What’s intriguing is the suggestion that South African voters are reaching this conclusion not out of some ideological conversion to free-market purism, but out of sheer necessity. Decades of redistributionary policies under successive governments have delivered little beyond promises of “New Dawns” that never dawn. The result? A country at an inflection point—where the standard of living has sunk so low, and for so long, that the practical advantages of wealth creation are starting to outweigh the populist allure of handouts. It’s a pragmatic shift, born from exhaustion with failure rather than a sudden love for Adam Smith & Co.
Contrast this with the UK, where I’ve long observed a very different public psychology. Here, there’s a pervasive sense that wealth and prosperity are either a given—something we’re entitled to by virtue of being a developed nation—or a finite resource hoarded by caricatured villains: the “non-doms,” the City fat cats, the tax-dodging multinationals. The debate often feels stuck in a zero-sum mindset, where the answer to every social ill is to tax someone richer and redistribute the proceeds. Growth, when it’s discussed at all, is treated as a nice-to-have, not the engine of progress. It’s as if we’ve forgotten that the pie can—and must—expand for everyone to thrive.

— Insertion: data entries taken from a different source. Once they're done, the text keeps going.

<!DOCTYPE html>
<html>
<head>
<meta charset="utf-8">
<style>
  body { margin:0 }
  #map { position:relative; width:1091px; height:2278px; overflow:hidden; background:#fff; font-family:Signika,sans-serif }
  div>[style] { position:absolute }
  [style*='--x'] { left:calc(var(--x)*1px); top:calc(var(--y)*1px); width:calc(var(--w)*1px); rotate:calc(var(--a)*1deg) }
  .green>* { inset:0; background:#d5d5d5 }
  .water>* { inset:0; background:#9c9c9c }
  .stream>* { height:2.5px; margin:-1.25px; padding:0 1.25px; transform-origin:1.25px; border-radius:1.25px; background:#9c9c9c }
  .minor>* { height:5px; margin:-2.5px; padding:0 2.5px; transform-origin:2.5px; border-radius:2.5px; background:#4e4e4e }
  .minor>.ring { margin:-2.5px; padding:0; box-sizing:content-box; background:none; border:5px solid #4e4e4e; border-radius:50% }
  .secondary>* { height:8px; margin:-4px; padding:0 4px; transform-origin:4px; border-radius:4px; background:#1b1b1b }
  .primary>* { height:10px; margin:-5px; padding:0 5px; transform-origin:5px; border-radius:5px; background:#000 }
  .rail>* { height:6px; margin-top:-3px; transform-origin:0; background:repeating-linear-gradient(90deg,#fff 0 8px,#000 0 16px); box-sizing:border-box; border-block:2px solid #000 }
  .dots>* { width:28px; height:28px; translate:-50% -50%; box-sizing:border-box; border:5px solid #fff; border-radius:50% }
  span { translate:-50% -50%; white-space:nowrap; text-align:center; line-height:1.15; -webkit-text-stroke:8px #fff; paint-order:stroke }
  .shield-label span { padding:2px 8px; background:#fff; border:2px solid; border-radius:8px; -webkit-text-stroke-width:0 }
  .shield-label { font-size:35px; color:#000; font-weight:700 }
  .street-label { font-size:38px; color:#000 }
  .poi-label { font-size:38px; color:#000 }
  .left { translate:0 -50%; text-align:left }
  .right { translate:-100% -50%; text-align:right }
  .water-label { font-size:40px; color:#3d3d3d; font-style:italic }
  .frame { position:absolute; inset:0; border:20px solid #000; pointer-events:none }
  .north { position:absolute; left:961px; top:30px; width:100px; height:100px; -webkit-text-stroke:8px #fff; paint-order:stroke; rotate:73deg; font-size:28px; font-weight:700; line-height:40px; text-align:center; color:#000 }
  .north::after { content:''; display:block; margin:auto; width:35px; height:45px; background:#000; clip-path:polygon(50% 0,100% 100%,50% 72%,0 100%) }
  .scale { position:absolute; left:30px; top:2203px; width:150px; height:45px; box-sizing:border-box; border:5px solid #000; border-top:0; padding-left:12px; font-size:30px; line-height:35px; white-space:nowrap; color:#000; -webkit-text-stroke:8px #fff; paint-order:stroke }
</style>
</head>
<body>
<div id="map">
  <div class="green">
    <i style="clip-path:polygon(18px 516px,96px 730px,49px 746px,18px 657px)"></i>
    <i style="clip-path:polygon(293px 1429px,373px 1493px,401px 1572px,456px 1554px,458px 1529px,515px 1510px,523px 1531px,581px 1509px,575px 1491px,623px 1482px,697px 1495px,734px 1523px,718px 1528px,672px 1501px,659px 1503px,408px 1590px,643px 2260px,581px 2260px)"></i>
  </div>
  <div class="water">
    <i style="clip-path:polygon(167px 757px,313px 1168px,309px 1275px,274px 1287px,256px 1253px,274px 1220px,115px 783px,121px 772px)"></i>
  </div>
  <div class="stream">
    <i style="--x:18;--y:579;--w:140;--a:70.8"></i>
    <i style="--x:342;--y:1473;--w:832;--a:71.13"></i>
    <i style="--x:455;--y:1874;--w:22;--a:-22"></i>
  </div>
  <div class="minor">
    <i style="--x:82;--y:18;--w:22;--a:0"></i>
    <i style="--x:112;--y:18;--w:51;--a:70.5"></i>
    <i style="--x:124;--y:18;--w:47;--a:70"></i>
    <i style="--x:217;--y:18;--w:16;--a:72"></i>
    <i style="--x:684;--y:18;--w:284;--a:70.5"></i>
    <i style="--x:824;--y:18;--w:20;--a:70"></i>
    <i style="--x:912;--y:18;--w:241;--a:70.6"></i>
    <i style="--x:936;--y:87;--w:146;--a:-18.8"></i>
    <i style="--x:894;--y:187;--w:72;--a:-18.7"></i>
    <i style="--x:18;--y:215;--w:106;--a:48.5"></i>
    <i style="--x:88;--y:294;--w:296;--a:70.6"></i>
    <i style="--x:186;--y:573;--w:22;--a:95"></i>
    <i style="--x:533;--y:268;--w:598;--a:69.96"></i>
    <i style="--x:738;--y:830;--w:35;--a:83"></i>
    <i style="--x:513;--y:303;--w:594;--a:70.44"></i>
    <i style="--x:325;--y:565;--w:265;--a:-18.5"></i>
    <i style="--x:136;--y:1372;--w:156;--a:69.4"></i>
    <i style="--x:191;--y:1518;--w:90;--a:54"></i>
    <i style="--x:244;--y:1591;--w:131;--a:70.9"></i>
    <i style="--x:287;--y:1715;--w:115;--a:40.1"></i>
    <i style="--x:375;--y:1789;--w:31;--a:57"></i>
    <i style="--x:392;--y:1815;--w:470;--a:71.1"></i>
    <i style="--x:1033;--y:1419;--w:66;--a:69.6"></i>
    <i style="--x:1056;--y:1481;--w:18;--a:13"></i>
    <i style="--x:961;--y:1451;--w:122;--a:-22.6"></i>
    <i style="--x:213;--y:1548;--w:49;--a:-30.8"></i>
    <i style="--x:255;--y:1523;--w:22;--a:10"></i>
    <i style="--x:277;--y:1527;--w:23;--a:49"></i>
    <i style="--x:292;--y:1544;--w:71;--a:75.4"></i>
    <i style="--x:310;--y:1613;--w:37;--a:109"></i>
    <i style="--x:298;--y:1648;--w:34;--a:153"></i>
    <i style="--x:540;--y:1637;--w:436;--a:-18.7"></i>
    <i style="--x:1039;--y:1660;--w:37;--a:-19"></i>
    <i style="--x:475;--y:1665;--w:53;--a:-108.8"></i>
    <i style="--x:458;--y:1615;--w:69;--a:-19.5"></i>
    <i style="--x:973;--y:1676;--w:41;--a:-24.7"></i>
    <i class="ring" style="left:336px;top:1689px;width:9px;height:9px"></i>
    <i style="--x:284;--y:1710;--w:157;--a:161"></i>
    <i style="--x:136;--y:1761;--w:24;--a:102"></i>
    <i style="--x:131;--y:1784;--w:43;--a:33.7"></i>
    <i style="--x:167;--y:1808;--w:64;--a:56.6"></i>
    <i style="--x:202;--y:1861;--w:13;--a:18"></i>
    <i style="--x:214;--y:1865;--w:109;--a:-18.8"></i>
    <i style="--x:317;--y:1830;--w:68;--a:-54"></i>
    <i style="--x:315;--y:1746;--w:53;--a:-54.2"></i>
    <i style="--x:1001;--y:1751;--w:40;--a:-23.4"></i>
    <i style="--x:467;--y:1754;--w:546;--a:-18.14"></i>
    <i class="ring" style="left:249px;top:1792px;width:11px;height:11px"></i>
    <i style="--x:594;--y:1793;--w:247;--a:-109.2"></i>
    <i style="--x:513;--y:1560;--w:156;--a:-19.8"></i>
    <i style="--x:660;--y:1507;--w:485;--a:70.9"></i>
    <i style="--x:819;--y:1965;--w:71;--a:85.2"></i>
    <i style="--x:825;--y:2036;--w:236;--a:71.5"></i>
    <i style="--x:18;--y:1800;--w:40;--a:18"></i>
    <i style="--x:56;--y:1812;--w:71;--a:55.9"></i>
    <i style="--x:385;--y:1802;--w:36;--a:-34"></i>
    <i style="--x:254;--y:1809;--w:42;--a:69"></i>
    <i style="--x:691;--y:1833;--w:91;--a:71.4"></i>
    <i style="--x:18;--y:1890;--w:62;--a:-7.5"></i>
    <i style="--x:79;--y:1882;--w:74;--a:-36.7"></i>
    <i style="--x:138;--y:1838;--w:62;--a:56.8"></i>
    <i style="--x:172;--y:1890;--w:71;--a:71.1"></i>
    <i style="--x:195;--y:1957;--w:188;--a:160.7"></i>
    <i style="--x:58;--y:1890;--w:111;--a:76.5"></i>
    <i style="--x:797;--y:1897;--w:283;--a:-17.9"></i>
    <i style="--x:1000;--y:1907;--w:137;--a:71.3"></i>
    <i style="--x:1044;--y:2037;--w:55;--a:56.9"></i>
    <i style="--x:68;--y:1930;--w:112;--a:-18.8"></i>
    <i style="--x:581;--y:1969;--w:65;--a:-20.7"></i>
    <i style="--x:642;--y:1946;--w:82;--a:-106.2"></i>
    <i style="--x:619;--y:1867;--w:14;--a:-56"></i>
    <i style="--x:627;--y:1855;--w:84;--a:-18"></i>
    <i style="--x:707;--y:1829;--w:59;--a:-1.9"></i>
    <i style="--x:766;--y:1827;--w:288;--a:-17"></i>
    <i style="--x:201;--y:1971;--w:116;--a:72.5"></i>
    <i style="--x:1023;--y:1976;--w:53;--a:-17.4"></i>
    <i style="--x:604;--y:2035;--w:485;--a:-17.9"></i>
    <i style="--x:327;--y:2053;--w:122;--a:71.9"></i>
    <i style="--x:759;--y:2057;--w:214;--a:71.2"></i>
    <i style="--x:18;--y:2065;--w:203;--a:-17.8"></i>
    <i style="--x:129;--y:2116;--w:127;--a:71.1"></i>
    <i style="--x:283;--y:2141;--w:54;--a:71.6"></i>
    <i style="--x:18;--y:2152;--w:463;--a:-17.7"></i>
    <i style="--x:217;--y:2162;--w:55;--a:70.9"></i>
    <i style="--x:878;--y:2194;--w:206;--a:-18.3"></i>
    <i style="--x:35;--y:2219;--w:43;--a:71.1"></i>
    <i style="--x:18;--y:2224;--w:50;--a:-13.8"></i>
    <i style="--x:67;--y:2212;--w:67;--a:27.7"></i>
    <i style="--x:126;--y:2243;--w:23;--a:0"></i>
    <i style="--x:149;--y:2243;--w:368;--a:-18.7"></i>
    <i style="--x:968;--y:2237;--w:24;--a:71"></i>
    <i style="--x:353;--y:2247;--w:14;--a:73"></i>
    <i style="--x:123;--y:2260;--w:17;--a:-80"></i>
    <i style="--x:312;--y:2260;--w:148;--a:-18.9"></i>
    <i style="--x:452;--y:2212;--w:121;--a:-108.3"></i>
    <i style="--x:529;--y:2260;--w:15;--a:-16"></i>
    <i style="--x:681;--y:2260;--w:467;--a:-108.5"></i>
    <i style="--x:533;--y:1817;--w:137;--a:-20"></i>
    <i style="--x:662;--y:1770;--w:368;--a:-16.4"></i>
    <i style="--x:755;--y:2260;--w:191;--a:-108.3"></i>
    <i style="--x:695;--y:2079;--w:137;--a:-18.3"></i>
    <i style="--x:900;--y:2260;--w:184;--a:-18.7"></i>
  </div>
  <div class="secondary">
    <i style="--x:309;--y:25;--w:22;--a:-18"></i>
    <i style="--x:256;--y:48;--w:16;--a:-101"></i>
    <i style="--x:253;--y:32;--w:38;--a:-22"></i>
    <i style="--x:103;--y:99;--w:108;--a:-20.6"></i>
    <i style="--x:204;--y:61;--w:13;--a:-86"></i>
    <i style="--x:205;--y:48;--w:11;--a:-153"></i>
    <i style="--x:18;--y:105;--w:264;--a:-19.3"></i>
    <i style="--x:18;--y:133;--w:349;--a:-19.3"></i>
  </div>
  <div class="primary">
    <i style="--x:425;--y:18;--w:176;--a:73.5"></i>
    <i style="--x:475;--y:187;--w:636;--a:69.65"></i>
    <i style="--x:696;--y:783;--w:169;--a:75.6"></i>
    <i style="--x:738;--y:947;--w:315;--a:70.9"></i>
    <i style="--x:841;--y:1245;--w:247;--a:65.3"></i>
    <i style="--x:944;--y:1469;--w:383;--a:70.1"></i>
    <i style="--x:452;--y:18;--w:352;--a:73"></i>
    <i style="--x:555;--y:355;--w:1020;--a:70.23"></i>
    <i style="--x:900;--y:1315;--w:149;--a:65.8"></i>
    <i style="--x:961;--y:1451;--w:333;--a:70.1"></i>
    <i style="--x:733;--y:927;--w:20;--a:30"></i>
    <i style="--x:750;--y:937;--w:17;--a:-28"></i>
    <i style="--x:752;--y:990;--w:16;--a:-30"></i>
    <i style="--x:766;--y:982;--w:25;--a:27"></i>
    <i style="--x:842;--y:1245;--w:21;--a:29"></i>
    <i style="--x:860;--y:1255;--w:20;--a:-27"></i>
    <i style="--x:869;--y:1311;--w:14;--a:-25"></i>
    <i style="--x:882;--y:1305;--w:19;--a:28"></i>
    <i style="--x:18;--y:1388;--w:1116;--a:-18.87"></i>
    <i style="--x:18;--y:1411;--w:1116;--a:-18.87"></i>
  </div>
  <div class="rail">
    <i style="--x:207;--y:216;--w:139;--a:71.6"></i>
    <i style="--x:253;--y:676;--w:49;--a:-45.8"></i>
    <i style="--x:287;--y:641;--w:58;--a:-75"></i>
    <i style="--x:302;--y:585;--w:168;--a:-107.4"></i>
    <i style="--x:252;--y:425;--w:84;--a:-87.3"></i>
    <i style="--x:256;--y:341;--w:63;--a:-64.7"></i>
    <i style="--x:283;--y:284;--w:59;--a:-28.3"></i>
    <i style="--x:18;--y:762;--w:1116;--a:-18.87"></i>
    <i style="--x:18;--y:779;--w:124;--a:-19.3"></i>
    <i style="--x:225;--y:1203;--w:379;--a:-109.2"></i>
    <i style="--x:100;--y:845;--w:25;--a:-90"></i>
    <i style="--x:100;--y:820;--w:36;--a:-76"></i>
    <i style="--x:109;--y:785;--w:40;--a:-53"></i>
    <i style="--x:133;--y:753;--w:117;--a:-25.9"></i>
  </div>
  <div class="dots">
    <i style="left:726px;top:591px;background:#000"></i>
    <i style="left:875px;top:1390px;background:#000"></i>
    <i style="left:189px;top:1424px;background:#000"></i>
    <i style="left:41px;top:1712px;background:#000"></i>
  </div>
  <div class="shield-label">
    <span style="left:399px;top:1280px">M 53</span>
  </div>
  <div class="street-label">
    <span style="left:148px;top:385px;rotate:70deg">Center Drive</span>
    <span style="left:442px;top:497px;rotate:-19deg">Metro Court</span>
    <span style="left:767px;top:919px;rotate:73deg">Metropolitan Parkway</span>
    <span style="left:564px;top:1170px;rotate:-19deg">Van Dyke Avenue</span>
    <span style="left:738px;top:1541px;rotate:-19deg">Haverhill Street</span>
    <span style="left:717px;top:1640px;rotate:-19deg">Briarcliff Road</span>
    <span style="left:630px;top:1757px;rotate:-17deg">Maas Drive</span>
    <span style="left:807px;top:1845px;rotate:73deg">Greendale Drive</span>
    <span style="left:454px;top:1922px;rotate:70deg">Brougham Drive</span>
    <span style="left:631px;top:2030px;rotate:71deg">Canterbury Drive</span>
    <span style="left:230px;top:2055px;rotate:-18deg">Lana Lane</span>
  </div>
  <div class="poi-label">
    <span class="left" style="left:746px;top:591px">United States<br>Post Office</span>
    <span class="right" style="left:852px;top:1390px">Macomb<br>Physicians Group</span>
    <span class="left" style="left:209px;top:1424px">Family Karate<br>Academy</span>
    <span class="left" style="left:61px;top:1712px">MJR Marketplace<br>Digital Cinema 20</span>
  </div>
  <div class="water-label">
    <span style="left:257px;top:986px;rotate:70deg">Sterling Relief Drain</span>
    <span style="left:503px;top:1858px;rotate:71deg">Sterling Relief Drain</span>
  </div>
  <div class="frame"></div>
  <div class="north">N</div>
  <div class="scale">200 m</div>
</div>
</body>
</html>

This divergence got me thinking about inflection points. Countries like South Africa, or even Argentina—another nation battered by decades of economic mismanagement and redistributionary zeal—seem to hit a threshold where the evidence of failure becomes undeniable. When your GDP per capita languishes, when unemployment festers, and when state promises ring hollow, the appeal of trying something different grows. Wealth creation starts to look less like a luxury for the privileged and more like a lifeline for the desperate. In South Africa, the IRR’s Blueprint for Growth series makes this case with hard data: free enterprise, secure property rights, and market-friendly policies are the proven path to jobs and prosperity. Redistribution, by contrast, has left the country poorer than it should be.
Here in the UK, we haven’t hit that inflection point—or at least, not yet. Our relative wealth cushions us from the stark realities South Africa faces. But that complacency comes with a cost. Look at Denmark, where 91% of income growth for the poorest over a century came from expansion, not reallocation. Or Europe broadly, where data shows countries with greater economic freedom enjoy higher income mobility and well-being. The lesson is clear: wealth creation lifts all boats; redistribution just rearranges the deckchairs.
So why does the UK public cling to the opposite instinct? Perhaps it’s the luxury of not yet facing South Africa’s precipice. Or maybe it’s the lingering cultural echo of post-war socialism, where equality became the goal over abundance. Whatever the cause, the IRR’s work offers a provocative challenge. If South Africans—living in a far tougher context—are beginning to see wealth creation as the practical way forward, shouldn’t we, in a richer nation, be asking ourselves the same question? Are we so wedded to the idea of a preset, hoarded prosperity that we’re missing the bigger picture?
The #WhatSACanBe Pledge isn’t just a South African story—it’s a universal one. It’s about rejecting stagnation and embracing the human capacity for innovation and growth. As Endres spoke, I couldn’t help but wonder: maybe the UK needs its own inflection point. Not out of desperation, but out of ambition. Because if wealth creation can turn the tide in a place as challenged as South Africa, imagine what it could do here.